A little background on the ‘Four Horsemen’, for the uninitiated:
- Richard Dawkins is undoubtedly one of the greatest science communicators ever. The Selfish Genewas brilliant—even though the title was always going to provide ammunition for people who hadn’t read it to argue against its thesis, not to mention the dreadful ‘Nice Guys Finish First’ chapter redefining all borderline-sociopaths as ‘nice guys’ and any actually nice guys as ‘suckers’—and The Greatest Show on Earth remains my all-time favourite book. The God Delusion is pretty good, too. For mine, in terms of the glut of mid-2000s anti-God books, it’s the pick of the crop. It isn’t perfect, though. Not even close. And it certainly isn’t a science book. Also, Dawkins unironically endorses the suggestion that atheists refer to themselves as ‘Brights’, so he absolutely deserves every ‘your a dick’ he receives on Twitter.
- Christopher Hitchens was always entertaining, a brilliant orator, and certainly the greatest debater I’ve ever seen. I also give Hitch a bit of a pass because he readily admitted that, given the choice, he would not get rid of religion, saying he enjoyed the argument too much. Religion was a huge cash cow for him and he knew it. I suspect he didn’t believe in half of the stuff for which he passionately argued, and it doesn’t matter one bit. Granted, Hitch 22 was tedious, as was Letters to a Young Contrarian, but most of his written work was thought-provoking and wonderful, even when horribly misguided. Yes, even that stupid Vanity Fair piece on unfunny women is worth a read, if only to illustrate how a little bit information on evolutionary biology can be dangerous. (Posthumous tip: you don’t think women are funny because you were brought up in a series of super-privileged British boys’ clubs, Christopher; same reason you and your mate Niall Ferguson reckon imperialism is so awesome.)

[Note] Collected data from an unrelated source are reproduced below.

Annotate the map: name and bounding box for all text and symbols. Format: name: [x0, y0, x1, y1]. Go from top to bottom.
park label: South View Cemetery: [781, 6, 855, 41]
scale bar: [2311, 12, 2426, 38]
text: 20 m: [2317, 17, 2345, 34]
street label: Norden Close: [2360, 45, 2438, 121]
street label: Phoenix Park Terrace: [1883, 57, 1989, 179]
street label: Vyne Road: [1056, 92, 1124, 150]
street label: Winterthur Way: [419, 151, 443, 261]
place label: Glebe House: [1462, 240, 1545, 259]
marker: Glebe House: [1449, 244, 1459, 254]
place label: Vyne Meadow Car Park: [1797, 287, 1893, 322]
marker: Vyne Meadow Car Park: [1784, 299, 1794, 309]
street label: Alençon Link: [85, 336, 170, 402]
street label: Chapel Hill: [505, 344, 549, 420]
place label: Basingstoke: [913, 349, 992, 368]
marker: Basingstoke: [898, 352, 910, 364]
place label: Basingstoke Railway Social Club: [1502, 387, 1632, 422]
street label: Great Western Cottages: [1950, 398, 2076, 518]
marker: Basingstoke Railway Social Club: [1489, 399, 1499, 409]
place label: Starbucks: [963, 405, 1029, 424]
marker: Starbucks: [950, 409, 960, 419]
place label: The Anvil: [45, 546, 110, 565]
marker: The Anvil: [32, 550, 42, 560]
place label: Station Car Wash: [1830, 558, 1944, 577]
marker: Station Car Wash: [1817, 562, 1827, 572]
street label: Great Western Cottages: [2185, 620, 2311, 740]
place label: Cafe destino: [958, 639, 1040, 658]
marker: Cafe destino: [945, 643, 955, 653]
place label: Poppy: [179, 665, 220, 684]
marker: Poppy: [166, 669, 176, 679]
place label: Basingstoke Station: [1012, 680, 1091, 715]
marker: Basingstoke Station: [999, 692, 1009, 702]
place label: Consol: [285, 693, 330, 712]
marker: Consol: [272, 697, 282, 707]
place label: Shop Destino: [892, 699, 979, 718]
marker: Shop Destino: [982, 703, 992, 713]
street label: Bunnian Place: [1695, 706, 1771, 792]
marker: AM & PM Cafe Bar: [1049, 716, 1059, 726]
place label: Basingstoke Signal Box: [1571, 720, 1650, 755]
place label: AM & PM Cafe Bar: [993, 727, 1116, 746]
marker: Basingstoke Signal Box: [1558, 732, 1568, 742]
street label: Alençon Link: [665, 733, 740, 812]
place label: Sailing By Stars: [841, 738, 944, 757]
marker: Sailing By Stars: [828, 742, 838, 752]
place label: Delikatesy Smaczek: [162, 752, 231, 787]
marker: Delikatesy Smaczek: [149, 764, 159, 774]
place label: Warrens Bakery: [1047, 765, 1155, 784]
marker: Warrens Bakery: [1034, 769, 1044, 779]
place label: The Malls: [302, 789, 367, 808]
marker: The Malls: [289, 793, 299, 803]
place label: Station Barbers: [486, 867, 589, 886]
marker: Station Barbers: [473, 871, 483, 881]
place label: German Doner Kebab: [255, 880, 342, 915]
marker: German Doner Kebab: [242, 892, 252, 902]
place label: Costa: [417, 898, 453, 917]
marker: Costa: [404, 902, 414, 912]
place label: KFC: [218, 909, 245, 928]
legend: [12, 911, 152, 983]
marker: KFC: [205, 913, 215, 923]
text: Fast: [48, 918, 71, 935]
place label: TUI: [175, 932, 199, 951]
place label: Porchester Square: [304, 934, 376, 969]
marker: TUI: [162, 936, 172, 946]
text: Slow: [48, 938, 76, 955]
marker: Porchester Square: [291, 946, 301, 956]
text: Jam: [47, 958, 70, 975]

- Daniel Dennett is probably fine. He seems nice enough. He gives good TED. A lot of his philosophical output is beyond me, but I will continue to persevere with it over time. Also, he’s a total ringer who’s just making up the numbers. Plus, that ‘great friendship’ Dawkins speaks of having with him seems kinda one-way.

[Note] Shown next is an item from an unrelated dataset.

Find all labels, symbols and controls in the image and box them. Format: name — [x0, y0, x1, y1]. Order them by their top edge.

- Sam Harris is … well, Sam Harris is a neuroscientist, and they’re all a bit weird (just look at Blossom). His short Letter to a Christian Nation was slightly more reasonable than The End of Faith, but it was still a bit shit. Harris also a massive hypocrite in that he thinks that all mysticism is bullshit, except for the Zen Buddhism-style mysticism that he likes; he thinks Israel’s policy of Palestinian obliteration is secular in nature, but will twist himself in knots to blame Hinduism when a Tamil explodes; he thinks religion is terrible because of the violence it inspires, but he loves mixed martial arts and you’ll have to pry his collection of guns from his cold, dead hands. He also needs to stop spending all his time talking about Jainism in order to get laughs, only to then say, ‘and Islam is the opposite’, as if that is a serious argument and not just a lukewarm punchline he can deliver to audiences who have paid to hear him tell them what they already believe. (Y’know, because they’re free thinkers. You can tell they’re free thinkers because they’re at a Free Thinkers Convention, all agreeing with one another and telling each other the same two jokes about non-stamp collecting and the Flying Spaghetti Monster.)
*Okay, they’re super-extreme examples that are likely to piss a bunch of people off. I probably should’ve just kept it to X and Y.